Henry Smith Munroe | |
---|---|
Born |
Brooklyn, New York, United States |
March 25, 1850
Died | May 4, 1933 Litchfield, Connecticut, United States |
(aged 83)
Nationality | United States |
Occupation | Scientist, educator |
Known for | Foreign advisor to Meiji Japan |
Henry Smith Munroe (March 25, 1850 – May 4, 1933) (born Henry Maynard Smith) was an American geologist who worked in Meiji period Japan as a foreign advisor to the Japanese government.
Munroe was born in Brooklyn, New York and obtained a Masters of Engineering at Columbia University in 1869. From 1870 to 1871 he worked as Assistant Geologist with the Ohio State Geological Survey.
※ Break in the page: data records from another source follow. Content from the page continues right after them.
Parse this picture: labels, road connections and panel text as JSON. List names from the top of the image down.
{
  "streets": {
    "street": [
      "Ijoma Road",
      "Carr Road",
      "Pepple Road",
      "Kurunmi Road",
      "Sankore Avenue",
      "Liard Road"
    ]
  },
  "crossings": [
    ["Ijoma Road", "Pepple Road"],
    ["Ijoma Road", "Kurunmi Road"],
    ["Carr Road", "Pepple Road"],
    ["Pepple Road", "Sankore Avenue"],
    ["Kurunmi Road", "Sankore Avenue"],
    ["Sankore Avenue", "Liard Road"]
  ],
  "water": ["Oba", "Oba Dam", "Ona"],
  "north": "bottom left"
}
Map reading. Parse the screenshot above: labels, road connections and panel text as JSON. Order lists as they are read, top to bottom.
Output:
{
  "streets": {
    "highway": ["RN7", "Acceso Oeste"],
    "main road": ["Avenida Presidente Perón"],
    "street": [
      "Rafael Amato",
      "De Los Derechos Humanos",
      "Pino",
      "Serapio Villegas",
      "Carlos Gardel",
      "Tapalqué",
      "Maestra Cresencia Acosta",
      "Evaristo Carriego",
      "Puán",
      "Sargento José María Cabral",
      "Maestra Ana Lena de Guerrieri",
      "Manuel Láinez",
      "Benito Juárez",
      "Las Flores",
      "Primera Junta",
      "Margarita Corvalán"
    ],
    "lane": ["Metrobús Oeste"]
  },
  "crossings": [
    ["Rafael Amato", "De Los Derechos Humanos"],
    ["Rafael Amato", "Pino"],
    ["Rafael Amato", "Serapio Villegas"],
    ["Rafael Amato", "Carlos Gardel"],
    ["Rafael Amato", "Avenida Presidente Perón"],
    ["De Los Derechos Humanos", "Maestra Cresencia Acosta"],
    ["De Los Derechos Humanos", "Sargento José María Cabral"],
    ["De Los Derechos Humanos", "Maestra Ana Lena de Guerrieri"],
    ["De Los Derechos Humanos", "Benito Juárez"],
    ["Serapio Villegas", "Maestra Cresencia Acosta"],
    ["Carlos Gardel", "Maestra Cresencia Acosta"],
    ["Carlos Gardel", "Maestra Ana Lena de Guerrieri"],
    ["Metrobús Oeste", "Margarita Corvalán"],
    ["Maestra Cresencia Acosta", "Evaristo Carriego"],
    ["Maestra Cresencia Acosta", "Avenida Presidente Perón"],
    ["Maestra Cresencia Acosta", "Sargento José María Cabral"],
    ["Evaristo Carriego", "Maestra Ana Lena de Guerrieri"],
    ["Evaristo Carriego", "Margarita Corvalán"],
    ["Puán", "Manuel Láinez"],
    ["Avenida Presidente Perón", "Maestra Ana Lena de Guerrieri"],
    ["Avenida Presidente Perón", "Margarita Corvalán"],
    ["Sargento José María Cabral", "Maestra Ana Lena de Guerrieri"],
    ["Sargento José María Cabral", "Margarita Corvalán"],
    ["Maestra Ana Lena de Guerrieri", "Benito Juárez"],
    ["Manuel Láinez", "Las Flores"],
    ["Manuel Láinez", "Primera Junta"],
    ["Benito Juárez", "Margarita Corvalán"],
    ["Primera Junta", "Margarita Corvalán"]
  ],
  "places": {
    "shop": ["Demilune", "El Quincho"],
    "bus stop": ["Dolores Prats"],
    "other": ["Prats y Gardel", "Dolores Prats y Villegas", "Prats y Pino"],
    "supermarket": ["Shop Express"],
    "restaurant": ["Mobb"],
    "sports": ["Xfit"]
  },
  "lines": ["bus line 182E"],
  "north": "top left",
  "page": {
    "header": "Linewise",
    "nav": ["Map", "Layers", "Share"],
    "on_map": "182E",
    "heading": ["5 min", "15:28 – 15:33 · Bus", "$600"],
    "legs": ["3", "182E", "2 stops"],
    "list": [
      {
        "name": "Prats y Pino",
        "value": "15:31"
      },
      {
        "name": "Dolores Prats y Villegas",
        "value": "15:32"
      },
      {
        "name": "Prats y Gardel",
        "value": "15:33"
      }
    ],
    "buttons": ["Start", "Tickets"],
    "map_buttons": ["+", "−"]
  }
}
Between 1870 and 1872 he occupied the post of Assistant Chemist at the United States Department of Agriculture.
Hired by the Japanese government on a three-year contract from 1872 and 1875, Munroe was assigned to Yesso (now Hokkaidō), in northern Japan, as Assistant Geologist and Mining Engineer with the Geological Survey of Yesso for the Hokkaidō Colonization Agency. Munroe was one of a group of foreign engineers (including Horace Capron, Thomas Antisell, A.G. Warfield and Benjamin Lyman) who conducted a land and resources survey of Hokkaidō, with the particular aim of developing its mineral resources. Munroe was assigned to work with Lyman on a geological survey after Antisell had been dismissed from his post due to personal conflicts with Capron. His work laid the foundations for the future coal mining industry in Hokkaido.